MIXOLISI NKOSI was in Perth to attend the Indian Ocean Trade Union Conference. A member of the Central Executive Committee of the Congress of South African Trade Unions (COSATU), Nkosi is the assistant general secretary of the SA Democratic Teachers Union. He was interviewed for Green Left Weekly by STEPHEN ROBSON.
How had the strike wave earlier in the year affected COSATU, I asked?
Nkosi thought that it shattered the illusion that there was going to be a cosy relationship with the new government. People realised that there was going to be no "romantic understanding of the post-April 27 era with everything good and nice.
"The strikes were also good in the sense that they exposed the working conditions of many workers to people throughout the country."
Also exposed was police brutality. The strikes at the Pick 'n' Pay supermarkets were an example of this, where the police directly interfered in the labour dispute.
COSATU had taken a conscious decision before the April 27 elections to free "some of its cadres to be part of the parliament, the government of national unity".
Behind this was the thinking that there needs to be "a fair representation of labour-conscious comrades in parliament and particularly in the ANC as part of the alliance".
A number of former COSATU leaders are now in parliament such as Jay Naidoo, former general secretary; and first vice-president Chris Dlamini.
Nkosi felt that this step would be overwhelmingly positive. These former trade union leaders are now "serving broad national interests, and it means they are going to use the skills gained from the trade union movement in order to hasten the process of transition."
Because of the collective leadership in COSATU, there had been a smooth transition in the leadership of the union federation.
Nkosi explained that COSATU has developed an organising strategy that will actively reach out to the unorganised work force. The strategy also includes reorganising its own internal structures.
Large sections of farm workers are ununionised, working under very bad conditions. Most of the farms are owned by "very conservative white farmers who don't have any due regard for human life and have denied farm workers and labourers the basic rights to be unionised".
Nkosi explained that it was likely that through this organising work, another union would be established, COSATU's 16th affiliate.
Nkosi cited maintaining independence from the government as a key task facing the union movement today. This would be combined with a "return to basics".
"It's important to go back to the old traditions of worker control, of democracy."
During the past few years of struggle against the apartheid government and during the negotiations, rank-and-file input into the union movement was neglected. For that reason, Nkosi thought it very important to return to the "whole tried and tested traditions of getting mandates, of getting feedback, ensuring that workers are in control and not officials".
He argued that the labour movement needed to be prominent in its views on the economy, "developing our own capacity within society".

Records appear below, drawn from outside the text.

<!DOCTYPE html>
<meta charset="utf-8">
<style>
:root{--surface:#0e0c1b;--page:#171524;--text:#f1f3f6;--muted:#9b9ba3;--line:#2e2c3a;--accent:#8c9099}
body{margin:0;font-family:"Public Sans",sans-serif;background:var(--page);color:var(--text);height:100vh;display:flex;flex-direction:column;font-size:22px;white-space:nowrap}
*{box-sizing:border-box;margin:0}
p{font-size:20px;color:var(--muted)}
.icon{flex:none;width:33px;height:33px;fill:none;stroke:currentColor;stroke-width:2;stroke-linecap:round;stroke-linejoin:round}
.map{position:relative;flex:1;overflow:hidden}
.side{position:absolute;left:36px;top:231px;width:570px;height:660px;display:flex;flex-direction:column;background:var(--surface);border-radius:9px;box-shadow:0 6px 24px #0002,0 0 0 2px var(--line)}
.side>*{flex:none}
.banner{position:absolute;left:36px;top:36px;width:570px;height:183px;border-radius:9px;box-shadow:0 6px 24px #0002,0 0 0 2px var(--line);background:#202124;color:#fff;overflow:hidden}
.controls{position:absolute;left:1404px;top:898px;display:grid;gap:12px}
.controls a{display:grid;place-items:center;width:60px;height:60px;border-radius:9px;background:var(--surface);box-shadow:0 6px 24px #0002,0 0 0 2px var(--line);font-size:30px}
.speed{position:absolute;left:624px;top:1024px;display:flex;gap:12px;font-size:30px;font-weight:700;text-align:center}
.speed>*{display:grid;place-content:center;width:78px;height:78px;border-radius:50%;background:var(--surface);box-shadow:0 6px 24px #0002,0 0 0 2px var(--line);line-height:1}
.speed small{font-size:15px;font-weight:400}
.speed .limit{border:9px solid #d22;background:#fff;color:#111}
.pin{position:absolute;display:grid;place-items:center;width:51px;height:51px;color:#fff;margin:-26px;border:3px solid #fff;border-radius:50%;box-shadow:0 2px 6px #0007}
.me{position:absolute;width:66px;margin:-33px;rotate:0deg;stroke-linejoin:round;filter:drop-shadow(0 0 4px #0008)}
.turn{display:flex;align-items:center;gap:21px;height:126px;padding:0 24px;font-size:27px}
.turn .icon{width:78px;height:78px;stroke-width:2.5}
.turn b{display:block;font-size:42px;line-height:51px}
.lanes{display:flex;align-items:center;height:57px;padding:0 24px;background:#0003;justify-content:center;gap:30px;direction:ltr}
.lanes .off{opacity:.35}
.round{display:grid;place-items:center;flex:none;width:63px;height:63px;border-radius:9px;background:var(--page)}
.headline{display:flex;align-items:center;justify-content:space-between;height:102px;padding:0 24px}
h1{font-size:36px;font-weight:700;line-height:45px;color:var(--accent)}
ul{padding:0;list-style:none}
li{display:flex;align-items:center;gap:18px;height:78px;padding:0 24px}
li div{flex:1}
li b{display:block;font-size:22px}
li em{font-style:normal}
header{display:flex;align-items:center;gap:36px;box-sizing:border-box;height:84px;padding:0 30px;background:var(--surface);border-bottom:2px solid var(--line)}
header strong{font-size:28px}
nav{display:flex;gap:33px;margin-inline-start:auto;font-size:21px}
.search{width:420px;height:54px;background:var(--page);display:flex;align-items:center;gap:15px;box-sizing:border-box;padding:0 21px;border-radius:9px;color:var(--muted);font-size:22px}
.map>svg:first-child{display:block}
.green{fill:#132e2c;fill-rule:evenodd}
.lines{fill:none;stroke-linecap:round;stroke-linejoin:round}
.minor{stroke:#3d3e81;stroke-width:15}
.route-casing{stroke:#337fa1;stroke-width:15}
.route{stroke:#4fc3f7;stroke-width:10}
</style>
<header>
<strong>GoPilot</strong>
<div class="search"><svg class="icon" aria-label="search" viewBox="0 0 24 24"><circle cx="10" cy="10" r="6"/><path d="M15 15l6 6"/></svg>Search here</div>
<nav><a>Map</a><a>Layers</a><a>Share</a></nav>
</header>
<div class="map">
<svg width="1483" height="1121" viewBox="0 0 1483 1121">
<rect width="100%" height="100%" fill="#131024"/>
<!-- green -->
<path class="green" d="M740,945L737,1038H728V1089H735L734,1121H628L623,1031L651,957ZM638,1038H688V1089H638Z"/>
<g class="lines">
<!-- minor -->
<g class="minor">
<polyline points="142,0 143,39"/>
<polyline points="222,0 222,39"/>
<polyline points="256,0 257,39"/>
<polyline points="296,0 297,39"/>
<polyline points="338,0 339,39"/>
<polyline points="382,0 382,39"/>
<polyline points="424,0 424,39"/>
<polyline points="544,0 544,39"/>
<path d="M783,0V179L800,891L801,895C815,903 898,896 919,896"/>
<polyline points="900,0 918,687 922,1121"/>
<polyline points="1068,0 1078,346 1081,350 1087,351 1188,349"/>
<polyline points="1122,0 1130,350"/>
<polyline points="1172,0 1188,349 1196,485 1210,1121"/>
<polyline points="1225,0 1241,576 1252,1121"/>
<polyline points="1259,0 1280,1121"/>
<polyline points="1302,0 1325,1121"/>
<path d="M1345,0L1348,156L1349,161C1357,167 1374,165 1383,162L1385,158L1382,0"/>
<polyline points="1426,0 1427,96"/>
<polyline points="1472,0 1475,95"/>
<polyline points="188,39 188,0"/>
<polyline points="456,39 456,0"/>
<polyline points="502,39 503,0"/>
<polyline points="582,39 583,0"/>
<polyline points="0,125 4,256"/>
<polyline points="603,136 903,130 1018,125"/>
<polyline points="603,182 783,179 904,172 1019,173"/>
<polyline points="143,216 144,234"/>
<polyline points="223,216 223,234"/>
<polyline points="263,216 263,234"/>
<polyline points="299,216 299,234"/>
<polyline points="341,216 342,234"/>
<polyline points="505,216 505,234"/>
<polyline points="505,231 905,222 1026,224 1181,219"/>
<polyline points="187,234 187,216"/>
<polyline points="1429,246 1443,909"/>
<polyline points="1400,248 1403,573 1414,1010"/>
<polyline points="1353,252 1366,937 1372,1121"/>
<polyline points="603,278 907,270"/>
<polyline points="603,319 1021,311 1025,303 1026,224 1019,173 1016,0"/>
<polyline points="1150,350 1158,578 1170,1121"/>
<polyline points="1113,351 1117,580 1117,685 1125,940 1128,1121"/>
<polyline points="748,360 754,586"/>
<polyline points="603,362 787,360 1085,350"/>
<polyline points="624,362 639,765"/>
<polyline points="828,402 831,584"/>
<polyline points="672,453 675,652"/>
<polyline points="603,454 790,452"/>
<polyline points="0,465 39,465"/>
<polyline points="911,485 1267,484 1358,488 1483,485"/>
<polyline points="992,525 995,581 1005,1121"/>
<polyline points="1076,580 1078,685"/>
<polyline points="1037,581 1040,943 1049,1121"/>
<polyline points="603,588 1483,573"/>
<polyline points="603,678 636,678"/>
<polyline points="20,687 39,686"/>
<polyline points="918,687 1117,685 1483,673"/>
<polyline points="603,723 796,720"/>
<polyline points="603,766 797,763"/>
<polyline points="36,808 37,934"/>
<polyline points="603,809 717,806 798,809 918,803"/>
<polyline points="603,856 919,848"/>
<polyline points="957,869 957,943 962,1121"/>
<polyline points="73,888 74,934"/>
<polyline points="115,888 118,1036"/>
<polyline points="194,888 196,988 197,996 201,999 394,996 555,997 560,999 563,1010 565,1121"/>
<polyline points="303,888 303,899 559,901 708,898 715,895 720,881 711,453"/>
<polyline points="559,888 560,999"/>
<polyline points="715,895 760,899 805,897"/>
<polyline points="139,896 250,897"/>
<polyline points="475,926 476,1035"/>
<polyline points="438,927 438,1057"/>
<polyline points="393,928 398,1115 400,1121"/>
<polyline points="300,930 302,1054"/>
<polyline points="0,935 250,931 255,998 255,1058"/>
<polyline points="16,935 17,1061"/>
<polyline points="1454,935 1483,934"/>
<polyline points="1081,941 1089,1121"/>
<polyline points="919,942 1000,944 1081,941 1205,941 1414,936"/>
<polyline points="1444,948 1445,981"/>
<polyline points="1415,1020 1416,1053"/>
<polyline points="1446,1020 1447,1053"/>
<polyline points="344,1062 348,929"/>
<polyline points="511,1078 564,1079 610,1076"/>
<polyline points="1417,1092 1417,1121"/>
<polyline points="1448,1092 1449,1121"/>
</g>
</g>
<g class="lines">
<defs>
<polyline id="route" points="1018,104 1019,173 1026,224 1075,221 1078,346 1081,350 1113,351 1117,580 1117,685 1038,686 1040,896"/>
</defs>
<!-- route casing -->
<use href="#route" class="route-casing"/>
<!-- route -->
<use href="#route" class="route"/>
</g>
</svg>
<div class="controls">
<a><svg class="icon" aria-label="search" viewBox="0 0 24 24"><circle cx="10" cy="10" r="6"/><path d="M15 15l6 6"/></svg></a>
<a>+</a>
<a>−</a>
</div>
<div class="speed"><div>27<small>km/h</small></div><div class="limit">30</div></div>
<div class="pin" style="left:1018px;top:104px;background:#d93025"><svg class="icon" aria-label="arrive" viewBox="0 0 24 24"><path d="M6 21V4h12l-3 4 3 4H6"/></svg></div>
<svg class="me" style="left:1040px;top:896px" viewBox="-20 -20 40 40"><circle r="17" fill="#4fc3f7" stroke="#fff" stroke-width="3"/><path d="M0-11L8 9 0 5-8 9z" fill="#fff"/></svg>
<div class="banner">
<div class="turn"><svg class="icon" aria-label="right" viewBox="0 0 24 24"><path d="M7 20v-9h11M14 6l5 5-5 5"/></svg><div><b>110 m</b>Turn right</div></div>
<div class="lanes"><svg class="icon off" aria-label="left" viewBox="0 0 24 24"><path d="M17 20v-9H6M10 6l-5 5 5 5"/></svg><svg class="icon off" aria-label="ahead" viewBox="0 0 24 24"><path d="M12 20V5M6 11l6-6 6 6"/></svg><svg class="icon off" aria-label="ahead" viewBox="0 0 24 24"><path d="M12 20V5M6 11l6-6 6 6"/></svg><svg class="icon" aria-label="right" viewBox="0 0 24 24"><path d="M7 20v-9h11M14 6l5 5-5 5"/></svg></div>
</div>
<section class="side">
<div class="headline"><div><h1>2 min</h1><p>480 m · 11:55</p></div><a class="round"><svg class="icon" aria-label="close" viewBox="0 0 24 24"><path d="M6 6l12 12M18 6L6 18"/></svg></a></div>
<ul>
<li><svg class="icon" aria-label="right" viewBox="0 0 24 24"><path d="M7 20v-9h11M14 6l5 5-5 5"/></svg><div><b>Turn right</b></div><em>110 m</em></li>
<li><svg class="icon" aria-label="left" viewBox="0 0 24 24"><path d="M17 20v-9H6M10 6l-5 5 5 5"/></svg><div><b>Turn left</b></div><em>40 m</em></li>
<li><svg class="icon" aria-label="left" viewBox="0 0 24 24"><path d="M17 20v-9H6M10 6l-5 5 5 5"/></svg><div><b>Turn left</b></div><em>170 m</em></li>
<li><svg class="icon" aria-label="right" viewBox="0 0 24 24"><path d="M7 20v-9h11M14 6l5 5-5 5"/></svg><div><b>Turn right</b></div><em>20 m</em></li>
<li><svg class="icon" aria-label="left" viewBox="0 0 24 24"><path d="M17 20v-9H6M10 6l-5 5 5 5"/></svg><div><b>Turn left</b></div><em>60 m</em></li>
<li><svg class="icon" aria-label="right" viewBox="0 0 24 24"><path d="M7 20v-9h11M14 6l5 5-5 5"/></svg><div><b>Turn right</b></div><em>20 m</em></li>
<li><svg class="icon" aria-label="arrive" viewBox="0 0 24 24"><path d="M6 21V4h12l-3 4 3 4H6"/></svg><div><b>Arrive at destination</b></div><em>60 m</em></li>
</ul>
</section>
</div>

It was also important to consolidate the tripartite alliance between COSATU, the African National Congress and the South African Communist Party. COSATU needed to see itself "very much as a catalyst in the unification, the close cooperation of the left forces".
Internationally, organisations were looking to developments in South Africa for a lead. "People are looking for a home in South Africa now some of the traditional homes have died."
Despite the tasks and responsibilities in South Africa, COSATU "needs to rise to the occasion" to develop international solidarity.